Redefining the Digital Yuan as Tokenized Deposit Money in a Two-Tier Model

A major component of the RAW framework is the 2026 update to the digital yuan’s development model, which officially transitioned the e-CNY from a “digital cash” pilot into a “digital deposit money” system. Under this new structure, digital yuan balances held in commercial bank wallets are now classified as bank deposit liabilities, protected by the national deposit insurance system and included in the required reserve framework. This shift ensures that the digital currency is fully embedded within the traditional banking architecture, allowing commercial banks to handle wallet issuance, security, and anti-money laundering compliance while the PBOC maintains control over the core technical standards. By late 2025, the digital yuan had already processed over 16.7 trillion yuan in transaction volume, and the new framework is designed to scale this infrastructure further into public services, education, and healthcare. This “resilience-first” approach allows China to provide the benefits of programmable, smart-contract-based transactions without the financial disintermediation risks associated with decentralized stablecoins or private cryptocurrencies.

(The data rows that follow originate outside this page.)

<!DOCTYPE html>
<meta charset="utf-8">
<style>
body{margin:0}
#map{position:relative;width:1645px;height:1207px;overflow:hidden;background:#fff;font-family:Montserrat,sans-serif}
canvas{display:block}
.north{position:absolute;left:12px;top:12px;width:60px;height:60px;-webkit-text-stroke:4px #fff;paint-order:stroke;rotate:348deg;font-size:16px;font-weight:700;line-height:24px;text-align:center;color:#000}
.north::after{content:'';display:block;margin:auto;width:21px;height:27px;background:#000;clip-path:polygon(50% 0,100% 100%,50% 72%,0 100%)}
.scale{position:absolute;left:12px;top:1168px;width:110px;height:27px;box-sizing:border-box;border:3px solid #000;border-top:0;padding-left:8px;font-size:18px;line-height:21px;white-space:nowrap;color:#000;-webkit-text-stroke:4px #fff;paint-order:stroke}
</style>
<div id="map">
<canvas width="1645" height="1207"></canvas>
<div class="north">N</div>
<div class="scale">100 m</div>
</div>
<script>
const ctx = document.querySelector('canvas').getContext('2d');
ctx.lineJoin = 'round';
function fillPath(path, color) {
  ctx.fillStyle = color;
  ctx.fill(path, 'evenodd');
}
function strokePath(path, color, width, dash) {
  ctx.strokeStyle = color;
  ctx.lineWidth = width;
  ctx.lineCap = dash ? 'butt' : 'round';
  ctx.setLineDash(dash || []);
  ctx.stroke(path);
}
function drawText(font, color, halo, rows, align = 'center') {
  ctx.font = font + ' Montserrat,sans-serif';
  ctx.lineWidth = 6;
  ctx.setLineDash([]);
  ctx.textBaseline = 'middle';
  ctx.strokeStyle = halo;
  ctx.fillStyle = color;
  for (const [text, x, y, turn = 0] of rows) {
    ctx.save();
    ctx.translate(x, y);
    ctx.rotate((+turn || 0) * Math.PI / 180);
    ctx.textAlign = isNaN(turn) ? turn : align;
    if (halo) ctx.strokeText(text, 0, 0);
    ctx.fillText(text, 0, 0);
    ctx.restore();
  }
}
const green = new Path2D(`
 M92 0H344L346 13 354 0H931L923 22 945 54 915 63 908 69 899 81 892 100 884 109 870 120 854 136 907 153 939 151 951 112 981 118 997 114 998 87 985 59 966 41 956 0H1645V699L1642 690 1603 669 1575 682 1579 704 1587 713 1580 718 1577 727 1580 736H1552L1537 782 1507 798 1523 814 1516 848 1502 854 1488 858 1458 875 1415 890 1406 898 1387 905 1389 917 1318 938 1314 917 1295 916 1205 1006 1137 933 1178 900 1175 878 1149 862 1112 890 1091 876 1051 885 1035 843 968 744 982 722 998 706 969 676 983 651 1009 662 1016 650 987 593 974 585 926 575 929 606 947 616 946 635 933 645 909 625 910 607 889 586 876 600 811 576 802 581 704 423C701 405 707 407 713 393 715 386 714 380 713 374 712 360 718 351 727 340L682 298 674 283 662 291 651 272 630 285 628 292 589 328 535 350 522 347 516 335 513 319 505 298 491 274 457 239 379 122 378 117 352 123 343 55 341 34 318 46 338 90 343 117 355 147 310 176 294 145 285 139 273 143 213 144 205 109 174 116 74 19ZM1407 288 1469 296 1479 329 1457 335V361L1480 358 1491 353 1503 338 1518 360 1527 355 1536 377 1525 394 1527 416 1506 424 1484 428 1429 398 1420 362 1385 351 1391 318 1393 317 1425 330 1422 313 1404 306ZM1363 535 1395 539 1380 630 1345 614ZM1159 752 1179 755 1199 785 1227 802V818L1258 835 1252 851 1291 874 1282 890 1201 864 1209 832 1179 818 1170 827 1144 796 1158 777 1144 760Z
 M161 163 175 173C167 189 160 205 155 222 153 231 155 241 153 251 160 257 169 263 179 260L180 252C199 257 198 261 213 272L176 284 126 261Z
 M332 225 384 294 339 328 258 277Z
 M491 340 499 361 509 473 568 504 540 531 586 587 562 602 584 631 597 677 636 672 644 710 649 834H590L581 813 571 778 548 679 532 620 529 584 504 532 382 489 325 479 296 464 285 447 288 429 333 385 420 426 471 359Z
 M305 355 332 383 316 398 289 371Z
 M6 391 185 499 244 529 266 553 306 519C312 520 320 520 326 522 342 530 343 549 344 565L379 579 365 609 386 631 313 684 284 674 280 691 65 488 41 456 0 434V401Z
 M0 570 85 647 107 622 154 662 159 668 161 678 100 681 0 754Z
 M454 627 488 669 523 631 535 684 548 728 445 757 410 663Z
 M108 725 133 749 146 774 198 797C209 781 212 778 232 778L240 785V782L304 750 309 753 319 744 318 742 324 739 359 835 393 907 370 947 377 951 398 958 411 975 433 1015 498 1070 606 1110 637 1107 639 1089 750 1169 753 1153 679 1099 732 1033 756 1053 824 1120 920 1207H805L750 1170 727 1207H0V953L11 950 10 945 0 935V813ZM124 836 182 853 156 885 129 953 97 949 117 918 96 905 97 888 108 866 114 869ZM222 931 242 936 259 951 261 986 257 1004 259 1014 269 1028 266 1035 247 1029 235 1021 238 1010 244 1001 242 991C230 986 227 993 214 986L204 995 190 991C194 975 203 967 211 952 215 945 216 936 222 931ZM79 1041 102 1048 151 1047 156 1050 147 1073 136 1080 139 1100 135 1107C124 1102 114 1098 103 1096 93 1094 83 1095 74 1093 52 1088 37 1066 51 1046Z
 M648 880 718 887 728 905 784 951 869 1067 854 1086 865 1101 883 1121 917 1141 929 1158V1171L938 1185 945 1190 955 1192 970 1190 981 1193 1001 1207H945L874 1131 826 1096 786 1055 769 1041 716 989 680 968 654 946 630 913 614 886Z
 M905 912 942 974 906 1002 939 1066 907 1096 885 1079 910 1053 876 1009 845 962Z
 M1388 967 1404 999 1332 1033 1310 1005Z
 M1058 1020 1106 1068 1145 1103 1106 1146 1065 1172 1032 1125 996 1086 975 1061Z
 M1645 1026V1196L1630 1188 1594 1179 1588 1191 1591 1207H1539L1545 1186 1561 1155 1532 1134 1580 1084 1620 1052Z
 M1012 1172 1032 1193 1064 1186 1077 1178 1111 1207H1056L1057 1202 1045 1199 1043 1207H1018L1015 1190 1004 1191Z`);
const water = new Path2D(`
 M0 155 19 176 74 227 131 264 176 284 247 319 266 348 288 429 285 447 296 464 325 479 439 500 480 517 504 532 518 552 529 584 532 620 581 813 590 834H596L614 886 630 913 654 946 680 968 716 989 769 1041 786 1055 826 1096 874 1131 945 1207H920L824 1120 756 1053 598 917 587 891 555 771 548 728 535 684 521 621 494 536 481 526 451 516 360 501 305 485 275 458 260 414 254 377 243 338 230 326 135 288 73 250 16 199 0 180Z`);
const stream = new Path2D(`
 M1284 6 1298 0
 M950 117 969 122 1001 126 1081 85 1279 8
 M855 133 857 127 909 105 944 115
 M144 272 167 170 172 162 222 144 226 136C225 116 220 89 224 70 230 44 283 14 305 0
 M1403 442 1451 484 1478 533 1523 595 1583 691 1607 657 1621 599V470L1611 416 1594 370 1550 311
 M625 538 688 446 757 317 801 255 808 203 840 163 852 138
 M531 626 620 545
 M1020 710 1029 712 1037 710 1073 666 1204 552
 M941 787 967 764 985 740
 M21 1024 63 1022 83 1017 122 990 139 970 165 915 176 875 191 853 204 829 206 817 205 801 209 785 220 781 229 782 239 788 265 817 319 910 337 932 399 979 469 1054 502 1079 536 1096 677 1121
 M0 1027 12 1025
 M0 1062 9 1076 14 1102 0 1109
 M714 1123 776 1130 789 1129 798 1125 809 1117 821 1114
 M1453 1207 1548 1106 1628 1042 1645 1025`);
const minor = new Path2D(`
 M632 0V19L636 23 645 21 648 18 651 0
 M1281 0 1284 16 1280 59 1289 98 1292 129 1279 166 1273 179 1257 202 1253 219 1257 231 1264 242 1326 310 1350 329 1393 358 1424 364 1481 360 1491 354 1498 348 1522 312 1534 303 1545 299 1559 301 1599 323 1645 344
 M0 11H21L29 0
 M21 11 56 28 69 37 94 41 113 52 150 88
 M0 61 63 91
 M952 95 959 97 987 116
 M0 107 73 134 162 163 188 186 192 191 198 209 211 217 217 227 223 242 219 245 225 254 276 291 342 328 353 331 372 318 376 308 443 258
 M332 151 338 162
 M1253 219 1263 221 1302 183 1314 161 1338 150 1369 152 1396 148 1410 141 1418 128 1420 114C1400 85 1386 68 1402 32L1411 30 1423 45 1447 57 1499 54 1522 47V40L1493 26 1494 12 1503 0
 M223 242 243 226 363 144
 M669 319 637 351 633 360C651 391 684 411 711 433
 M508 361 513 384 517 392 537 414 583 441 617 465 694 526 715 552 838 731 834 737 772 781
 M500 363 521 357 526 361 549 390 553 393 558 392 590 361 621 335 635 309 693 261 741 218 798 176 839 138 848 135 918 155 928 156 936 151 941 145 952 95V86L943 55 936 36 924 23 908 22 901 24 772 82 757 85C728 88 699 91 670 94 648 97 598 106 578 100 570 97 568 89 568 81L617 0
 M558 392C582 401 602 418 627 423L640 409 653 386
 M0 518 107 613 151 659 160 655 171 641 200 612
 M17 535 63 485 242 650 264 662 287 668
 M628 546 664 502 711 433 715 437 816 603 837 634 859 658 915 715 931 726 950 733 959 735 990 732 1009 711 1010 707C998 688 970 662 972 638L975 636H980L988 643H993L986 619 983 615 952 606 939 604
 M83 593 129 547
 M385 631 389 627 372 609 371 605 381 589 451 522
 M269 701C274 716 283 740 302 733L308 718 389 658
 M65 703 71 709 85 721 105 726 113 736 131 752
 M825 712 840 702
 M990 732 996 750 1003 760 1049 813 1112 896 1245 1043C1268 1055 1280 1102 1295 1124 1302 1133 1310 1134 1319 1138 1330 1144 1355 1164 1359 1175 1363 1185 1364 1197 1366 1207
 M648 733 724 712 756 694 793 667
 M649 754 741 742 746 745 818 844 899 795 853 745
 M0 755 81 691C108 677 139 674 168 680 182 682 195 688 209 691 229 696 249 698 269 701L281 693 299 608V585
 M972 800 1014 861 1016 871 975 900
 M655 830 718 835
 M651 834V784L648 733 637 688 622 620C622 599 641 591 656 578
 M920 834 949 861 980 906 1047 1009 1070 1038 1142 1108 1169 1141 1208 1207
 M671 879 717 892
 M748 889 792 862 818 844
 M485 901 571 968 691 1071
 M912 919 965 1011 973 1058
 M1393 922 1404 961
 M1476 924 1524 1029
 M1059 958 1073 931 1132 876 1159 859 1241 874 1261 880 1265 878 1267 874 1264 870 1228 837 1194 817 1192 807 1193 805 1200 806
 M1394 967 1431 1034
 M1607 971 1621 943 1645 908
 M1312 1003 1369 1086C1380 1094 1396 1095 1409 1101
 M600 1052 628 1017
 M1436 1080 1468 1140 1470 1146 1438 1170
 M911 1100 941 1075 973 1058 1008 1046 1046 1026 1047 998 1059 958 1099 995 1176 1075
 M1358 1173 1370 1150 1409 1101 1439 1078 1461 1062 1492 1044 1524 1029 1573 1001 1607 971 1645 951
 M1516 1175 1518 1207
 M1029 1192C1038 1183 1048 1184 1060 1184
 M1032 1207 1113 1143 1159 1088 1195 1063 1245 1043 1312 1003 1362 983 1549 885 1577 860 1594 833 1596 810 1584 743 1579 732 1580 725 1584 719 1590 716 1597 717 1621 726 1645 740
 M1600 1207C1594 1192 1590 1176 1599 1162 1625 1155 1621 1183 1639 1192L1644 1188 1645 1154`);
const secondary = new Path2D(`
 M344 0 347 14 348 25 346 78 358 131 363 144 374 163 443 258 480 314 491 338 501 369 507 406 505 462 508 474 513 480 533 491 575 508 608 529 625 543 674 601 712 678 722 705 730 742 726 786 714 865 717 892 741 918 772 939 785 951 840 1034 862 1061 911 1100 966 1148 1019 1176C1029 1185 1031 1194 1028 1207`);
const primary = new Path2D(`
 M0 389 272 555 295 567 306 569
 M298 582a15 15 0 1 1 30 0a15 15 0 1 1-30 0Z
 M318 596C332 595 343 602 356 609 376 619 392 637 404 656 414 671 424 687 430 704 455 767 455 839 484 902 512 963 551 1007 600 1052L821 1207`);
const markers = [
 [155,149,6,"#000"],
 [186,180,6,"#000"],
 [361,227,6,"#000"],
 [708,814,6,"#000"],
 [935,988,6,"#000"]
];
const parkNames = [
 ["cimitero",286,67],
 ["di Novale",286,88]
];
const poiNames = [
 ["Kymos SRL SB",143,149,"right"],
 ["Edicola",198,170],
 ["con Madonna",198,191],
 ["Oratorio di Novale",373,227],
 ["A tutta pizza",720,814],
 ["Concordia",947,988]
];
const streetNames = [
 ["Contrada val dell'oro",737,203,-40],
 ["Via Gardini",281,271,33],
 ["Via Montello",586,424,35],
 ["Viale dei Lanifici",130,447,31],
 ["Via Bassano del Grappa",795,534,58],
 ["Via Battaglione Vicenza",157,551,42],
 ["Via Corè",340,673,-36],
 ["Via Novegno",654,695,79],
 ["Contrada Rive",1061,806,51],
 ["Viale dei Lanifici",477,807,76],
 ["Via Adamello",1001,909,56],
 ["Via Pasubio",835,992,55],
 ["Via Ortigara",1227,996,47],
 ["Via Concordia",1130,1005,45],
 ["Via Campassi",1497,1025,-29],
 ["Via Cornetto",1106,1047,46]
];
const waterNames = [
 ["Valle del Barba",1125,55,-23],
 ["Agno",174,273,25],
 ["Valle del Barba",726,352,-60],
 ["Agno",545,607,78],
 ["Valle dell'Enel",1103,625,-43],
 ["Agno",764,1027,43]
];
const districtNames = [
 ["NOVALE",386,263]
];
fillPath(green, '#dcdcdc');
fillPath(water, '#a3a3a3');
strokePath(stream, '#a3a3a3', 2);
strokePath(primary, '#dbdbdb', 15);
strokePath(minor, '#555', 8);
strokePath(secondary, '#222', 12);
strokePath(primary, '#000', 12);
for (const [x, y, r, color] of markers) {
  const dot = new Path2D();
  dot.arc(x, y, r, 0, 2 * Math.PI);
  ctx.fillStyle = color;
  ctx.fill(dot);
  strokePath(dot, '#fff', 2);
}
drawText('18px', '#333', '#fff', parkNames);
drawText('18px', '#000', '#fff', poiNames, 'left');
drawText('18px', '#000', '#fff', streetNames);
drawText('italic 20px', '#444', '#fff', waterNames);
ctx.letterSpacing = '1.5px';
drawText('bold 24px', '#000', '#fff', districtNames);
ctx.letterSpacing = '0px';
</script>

Managing Cross-Border RWA Innovation Through the Hong Kong Interface

The RAW framework also clarifies China’s strategy for the tokenization of real-world assets, such as infrastructure concessions, commodities, and real estate income rights. Domestic RWA activities remain strictly prohibited unless conducted through specific, authority-approved financial market infrastructure, effectively making Hong Kong the primary “operational interface” for this sector. The framework permits mainland enterprises to use cross-border structures, including Hong Kong-based special purpose vehicles, to issue tokenized asset-backed securities (ABS) to global investors. These activities are subject to rigorous filings, data governance, and foreign-exchange controls to prevent “technological black channels” from circumventing capital restrictions. By positioning Hong Kong as the bridge between Chinese assets and global liquidity, the RAW framework seeks to reduce reliance on traditional correspondent banking chains and improve the speed of international settlement. As the first batch of licensed stablecoin issuers prepares to launch in Hong Kong in March 2026, the RAW initiative serves as a definitive blueprint for a hybrid digital economy where centralized oversight and blockchain-based efficiency coexist within a tightly controlled, state-led ecosystem.